Content starts

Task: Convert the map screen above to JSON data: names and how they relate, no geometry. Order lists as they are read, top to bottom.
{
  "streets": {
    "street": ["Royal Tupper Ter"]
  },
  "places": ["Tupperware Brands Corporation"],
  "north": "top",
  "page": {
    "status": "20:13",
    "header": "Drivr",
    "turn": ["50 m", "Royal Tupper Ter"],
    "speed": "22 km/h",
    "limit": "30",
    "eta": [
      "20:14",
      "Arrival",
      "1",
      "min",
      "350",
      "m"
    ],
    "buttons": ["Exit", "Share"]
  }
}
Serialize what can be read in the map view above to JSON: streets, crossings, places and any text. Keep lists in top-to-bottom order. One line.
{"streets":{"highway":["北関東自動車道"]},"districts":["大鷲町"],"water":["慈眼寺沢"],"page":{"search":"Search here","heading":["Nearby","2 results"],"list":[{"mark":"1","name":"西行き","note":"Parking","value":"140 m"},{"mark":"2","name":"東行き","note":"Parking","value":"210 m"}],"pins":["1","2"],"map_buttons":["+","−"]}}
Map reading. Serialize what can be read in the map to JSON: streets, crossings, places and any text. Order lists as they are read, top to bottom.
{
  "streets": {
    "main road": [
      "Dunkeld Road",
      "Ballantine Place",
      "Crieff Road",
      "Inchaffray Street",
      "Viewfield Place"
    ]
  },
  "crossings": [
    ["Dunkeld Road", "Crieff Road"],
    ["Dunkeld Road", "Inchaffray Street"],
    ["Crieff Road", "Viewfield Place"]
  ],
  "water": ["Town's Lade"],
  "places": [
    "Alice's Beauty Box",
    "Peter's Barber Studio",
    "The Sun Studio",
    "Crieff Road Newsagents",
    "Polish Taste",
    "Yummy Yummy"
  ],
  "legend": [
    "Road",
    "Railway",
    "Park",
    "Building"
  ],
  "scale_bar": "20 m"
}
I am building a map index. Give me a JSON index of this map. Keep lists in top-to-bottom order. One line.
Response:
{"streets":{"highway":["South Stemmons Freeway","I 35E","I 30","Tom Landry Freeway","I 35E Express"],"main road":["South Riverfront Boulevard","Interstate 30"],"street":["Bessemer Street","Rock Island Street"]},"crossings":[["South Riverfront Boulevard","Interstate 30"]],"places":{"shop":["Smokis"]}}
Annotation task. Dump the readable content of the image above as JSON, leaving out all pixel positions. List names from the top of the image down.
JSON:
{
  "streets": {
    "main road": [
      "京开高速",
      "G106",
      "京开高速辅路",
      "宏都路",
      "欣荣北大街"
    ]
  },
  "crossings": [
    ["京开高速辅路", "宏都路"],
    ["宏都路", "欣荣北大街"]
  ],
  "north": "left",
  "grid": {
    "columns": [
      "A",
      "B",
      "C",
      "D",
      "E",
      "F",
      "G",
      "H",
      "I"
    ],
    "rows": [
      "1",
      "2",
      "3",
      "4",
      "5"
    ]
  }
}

Content ends

◆ YOUR GOAL ◆
Give back every entry exactly, with nothing left out.

◆ ANSWER SPACE ◆
Task: Convert the map screen above to JSON data: names and how they relate, no geometry. Order lists as they are read, top to bottom.
{
  "streets": {
    "street": ["Royal Tupper Ter"]
  },
  "places": ["Tupperware Brands Corporation"],
  "north": "top",
  "page": {
    "status": "20:13",
    "header": "Drivr",
    "turn": ["50 m", "Royal Tupper Ter"],
    "speed": "22 km/h",
    "limit": "30",
    "eta": [
      "20:14",
      "Arrival",
      "1",
      "min",
      "350",
      "m"
    ],
    "buttons": ["Exit", "Share"]
  }
}
Serialize what can be read in the map view above to JSON: streets, crossings, places and any text. Keep lists in top-to-bottom order. One line.
{"streets":{"highway":["北関東自動車道"]},"districts":["大鷲町"],"water":["慈眼寺沢"],"page":{"search":"Search here","heading":["Nearby","2 results"],"list":[{"mark":"1","name":"西行き","note":"Parking","value":"140 m"},{"mark":"2","name":"東行き","note":"Parking","value":"210 m"}],"pins":["1","2"],"map_buttons":["+","−"]}}
Map reading. Serialize what can be read in the map to JSON: streets, crossings, places and any text. Order lists as they are read, top to bottom.
{
  "streets": {
    "main road": [
      "Dunkeld Road",
      "Ballantine Place",
      "Crieff Road",
      "Inchaffray Street",
      "Viewfield Place"
    ]
  },
  "crossings": [
    ["Dunkeld Road", "Crieff Road"],
    ["Dunkeld Road", "Inchaffray Street"],
    ["Crieff Road", "Viewfield Place"]
  ],
  "water": ["Town's Lade"],
  "places": [
    "Alice's Beauty Box",
    "Peter's Barber Studio",
    "The Sun Studio",
    "Crieff Road Newsagents",
    "Polish Taste",
    "Yummy Yummy"
  ],
  "legend": [
    "Road",
    "Railway",
    "Park",
    "Building"
  ],
  "scale_bar": "20 m"
}
I am building a map index. Give me a JSON index of this map. Keep lists in top-to-bottom order. One line.
Response:
{"streets":{"highway":["South Stemmons Freeway","I 35E","I 30","Tom Landry Freeway","I 35E Express"],"main road":["South Riverfront Boulevard","Interstate 30"],"street":["Bessemer Street","Rock Island Street"]},"crossings":[["South Riverfront Boulevard","Interstate 30"]],"places":{"shop":["Smokis"]}}
Annotation task. Dump the readable content of the image above as JSON, leaving out all pixel positions. List names from the top of the image down.
JSON:
{
  "streets": {
    "main road": [
      "京开高速",
      "G106",
      "京开高速辅路",
      "宏都路",
      "欣荣北大街"
    ]
  },
  "crossings": [
    ["京开高速辅路", "宏都路"],
    ["宏都路", "欣荣北大街"]
  ],
  "north": "left",
  "grid": {
    "columns": [
      "A",
      "B",
      "C",
      "D",
      "E",
      "F",
      "G",
      "H",
      "I"
    ],
    "rows": [
      "1",
      "2",
      "3",
      "4",
      "5"
    ]
  }
}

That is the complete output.